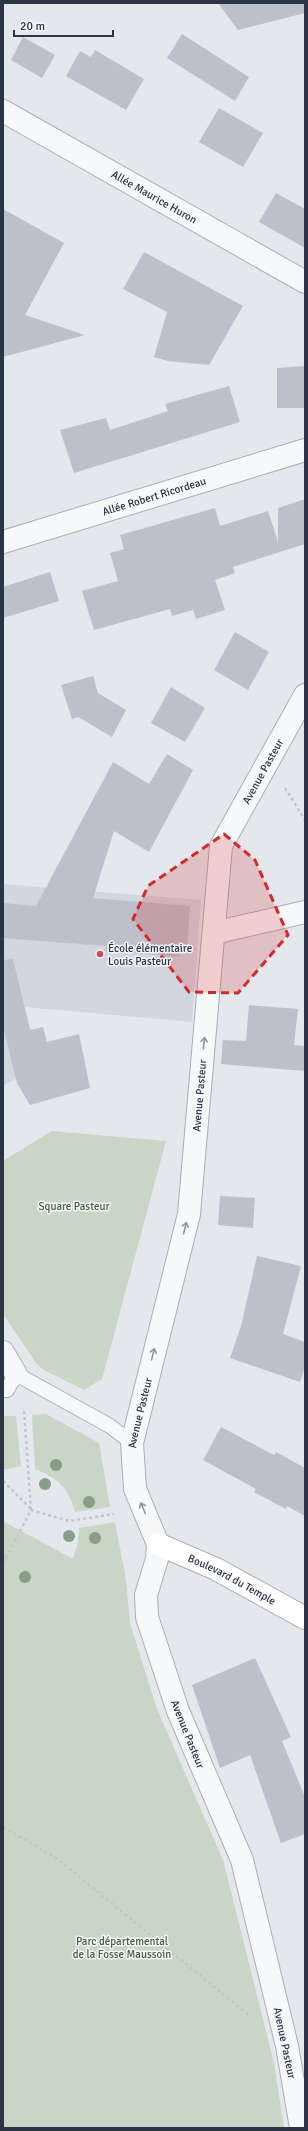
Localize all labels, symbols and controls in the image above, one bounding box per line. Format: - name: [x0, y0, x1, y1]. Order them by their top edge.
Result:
- scale bar: [14, 12, 113, 38]
- text: 20 m: [20, 19, 45, 34]
- street label: Allée Maurice Huron: [109, 168, 199, 227]
- street label: Allée Robert Ricordeau: [101, 475, 208, 518]
- street label: Avenue Pasteur: [240, 737, 286, 806]
- place label: École élémentaire Louis Pasteur: [108, 941, 192, 968]
- marker: École élémentaire Louis Pasteur: [95, 949, 105, 959]
- one-way arrow: [200, 1037, 208, 1050]
- street label: Avenue Pasteur: [190, 1059, 209, 1132]
- park label: Square Pasteur: [39, 1200, 110, 1213]
- one-way arrow: [182, 1222, 190, 1235]
- one-way arrow: [150, 1348, 157, 1361]
- street label: Avenue Pasteur: [126, 1376, 155, 1449]
- one-way arrow: [139, 1502, 146, 1514]
- street label: Boulevard du Temple: [186, 1552, 278, 1608]
- street label: Avenue Pasteur: [168, 1698, 207, 1770]
- park label: Parc départemental de la Fosse Maussoin: [73, 1935, 171, 1961]
- street label: Avenue Pasteur: [271, 2006, 298, 2080]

* Exercise instructions
Everything but the pictures is needed: copy the data above exactly.

* Answer for this exercise
Localize all labels, symbols and controls in the image above, one bounding box per line. Format: - name: [x0, y0, x1, y1]. Order them by their top edge.
Result:
- scale bar: [14, 12, 113, 38]
- text: 20 m: [20, 19, 45, 34]
- street label: Allée Maurice Huron: [109, 168, 199, 227]
- street label: Allée Robert Ricordeau: [101, 475, 208, 518]
- street label: Avenue Pasteur: [240, 737, 286, 806]
- place label: École élémentaire Louis Pasteur: [108, 941, 192, 968]
- marker: École élémentaire Louis Pasteur: [95, 949, 105, 959]
- one-way arrow: [200, 1037, 208, 1050]
- street label: Avenue Pasteur: [190, 1059, 209, 1132]
- park label: Square Pasteur: [39, 1200, 110, 1213]
- one-way arrow: [182, 1222, 190, 1235]
- one-way arrow: [150, 1348, 157, 1361]
- street label: Avenue Pasteur: [126, 1376, 155, 1449]
- one-way arrow: [139, 1502, 146, 1514]
- street label: Boulevard du Temple: [186, 1552, 278, 1608]
- street label: Avenue Pasteur: [168, 1698, 207, 1770]
- park label: Parc départemental de la Fosse Maussoin: [73, 1935, 171, 1961]
- street label: Avenue Pasteur: [271, 2006, 298, 2080]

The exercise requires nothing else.